* _Task_:
All records given below must be printed word for word.

▶

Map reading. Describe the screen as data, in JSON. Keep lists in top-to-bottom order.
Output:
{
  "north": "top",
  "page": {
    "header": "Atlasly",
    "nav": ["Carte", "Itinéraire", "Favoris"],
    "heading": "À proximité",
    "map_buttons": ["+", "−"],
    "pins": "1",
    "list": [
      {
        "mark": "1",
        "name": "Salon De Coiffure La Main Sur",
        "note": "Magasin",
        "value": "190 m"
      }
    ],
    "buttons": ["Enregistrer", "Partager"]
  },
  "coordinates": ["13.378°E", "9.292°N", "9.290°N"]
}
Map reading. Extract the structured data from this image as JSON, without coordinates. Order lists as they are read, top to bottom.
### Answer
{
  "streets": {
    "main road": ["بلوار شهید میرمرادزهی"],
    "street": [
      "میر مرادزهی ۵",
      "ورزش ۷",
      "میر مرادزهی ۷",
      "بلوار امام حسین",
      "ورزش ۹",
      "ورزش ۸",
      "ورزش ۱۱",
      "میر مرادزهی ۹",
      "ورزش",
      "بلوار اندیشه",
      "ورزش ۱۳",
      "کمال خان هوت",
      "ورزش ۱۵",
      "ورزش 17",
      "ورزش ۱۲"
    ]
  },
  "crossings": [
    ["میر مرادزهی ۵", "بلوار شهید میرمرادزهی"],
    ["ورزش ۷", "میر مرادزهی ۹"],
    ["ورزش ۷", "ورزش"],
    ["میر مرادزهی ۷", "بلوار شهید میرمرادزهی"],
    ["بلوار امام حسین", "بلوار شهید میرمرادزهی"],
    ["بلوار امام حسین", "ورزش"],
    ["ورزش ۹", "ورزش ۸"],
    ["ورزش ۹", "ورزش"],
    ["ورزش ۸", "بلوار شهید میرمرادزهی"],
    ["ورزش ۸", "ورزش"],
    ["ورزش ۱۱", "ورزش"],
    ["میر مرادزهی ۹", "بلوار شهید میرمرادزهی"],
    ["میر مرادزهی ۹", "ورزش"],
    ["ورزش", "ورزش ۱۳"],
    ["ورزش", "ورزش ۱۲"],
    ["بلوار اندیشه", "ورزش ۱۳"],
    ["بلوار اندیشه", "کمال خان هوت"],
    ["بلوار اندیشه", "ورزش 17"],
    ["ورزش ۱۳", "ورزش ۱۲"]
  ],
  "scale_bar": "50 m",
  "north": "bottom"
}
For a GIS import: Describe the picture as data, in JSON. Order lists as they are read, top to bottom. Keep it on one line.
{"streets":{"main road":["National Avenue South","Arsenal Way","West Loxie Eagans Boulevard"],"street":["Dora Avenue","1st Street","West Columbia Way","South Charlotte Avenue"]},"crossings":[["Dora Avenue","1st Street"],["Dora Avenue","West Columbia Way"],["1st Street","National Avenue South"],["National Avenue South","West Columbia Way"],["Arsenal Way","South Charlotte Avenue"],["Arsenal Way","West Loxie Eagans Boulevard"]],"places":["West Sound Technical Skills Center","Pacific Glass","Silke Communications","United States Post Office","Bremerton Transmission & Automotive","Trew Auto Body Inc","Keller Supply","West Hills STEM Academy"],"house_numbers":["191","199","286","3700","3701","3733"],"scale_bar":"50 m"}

◀

* _Result_:
Map reading. Describe the screen as data, in JSON. Keep lists in top-to-bottom order.
Output:
{
  "north": "top",
  "page": {
    "header": "Atlasly",
    "nav": ["Carte", "Itinéraire", "Favoris"],
    "heading": "À proximité",
    "map_buttons": ["+", "−"],
    "pins": "1",
    "list": [
      {
        "mark": "1",
        "name": "Salon De Coiffure La Main Sur",
        "note": "Magasin",
        "value": "190 m"
      }
    ],
    "buttons": ["Enregistrer", "Partager"]
  },
  "coordinates": ["13.378°E", "9.292°N", "9.290°N"]
}
Map reading. Extract the structured data from this image as JSON, without coordinates. Order lists as they are read, top to bottom.
### Answer
{
  "streets": {
    "main road": ["بلوار شهید میرمرادزهی"],
    "street": [
      "میر مرادزهی ۵",
      "ورزش ۷",
      "میر مرادزهی ۷",
      "بلوار امام حسین",
      "ورزش ۹",
      "ورزش ۸",
      "ورزش ۱۱",
      "میر مرادزهی ۹",
      "ورزش",
      "بلوار اندیشه",
      "ورزش ۱۳",
      "کمال خان هوت",
      "ورزش ۱۵",
      "ورزش 17",
      "ورزش ۱۲"
    ]
  },
  "crossings": [
    ["میر مرادزهی ۵", "بلوار شهید میرمرادزهی"],
    ["ورزش ۷", "میر مرادزهی ۹"],
    ["ورزش ۷", "ورزش"],
    ["میر مرادزهی ۷", "بلوار شهید میرمرادزهی"],
    ["بلوار امام حسین", "بلوار شهید میرمرادزهی"],
    ["بلوار امام حسین", "ورزش"],
    ["ورزش ۹", "ورزش ۸"],
    ["ورزش ۹", "ورزش"],
    ["ورزش ۸", "بلوار شهید میرمرادزهی"],
    ["ورزش ۸", "ورزش"],
    ["ورزش ۱۱", "ورزش"],
    ["میر مرادزهی ۹", "بلوار شهید میرمرادزهی"],
    ["میر مرادزهی ۹", "ورزش"],
    ["ورزش", "ورزش ۱۳"],
    ["ورزش", "ورزش ۱۲"],
    ["بلوار اندیشه", "ورزش ۱۳"],
    ["بلوار اندیشه", "کمال خان هوت"],
    ["بلوار اندیشه", "ورزش 17"],
    ["ورزش ۱۳", "ورزش ۱۲"]
  ],
  "scale_bar": "50 m",
  "north": "bottom"
}
For a GIS import: Describe the picture as data, in JSON. Order lists as they are read, top to bottom. Keep it on one line.
{"streets":{"main road":["National Avenue South","Arsenal Way","West Loxie Eagans Boulevard"],"street":["Dora Avenue","1st Street","West Columbia Way","South Charlotte Avenue"]},"crossings":[["Dora Avenue","1st Street"],["Dora Avenue","West Columbia Way"],["1st Street","National Avenue South"],["National Avenue South","West Columbia Way"],["Arsenal Way","South Charlotte Avenue"],["Arsenal Way","West Loxie Eagans Boulevard"]],"places":["West Sound Technical Skills Center","Pacific Glass","Silke Communications","United States Post Office","Bremerton Transmission & Automotive","Trew Auto Body Inc","Keller Supply","West Hills STEM Academy"],"house_numbers":["191","199","286","3700","3701","3733"],"scale_bar":"50 m"}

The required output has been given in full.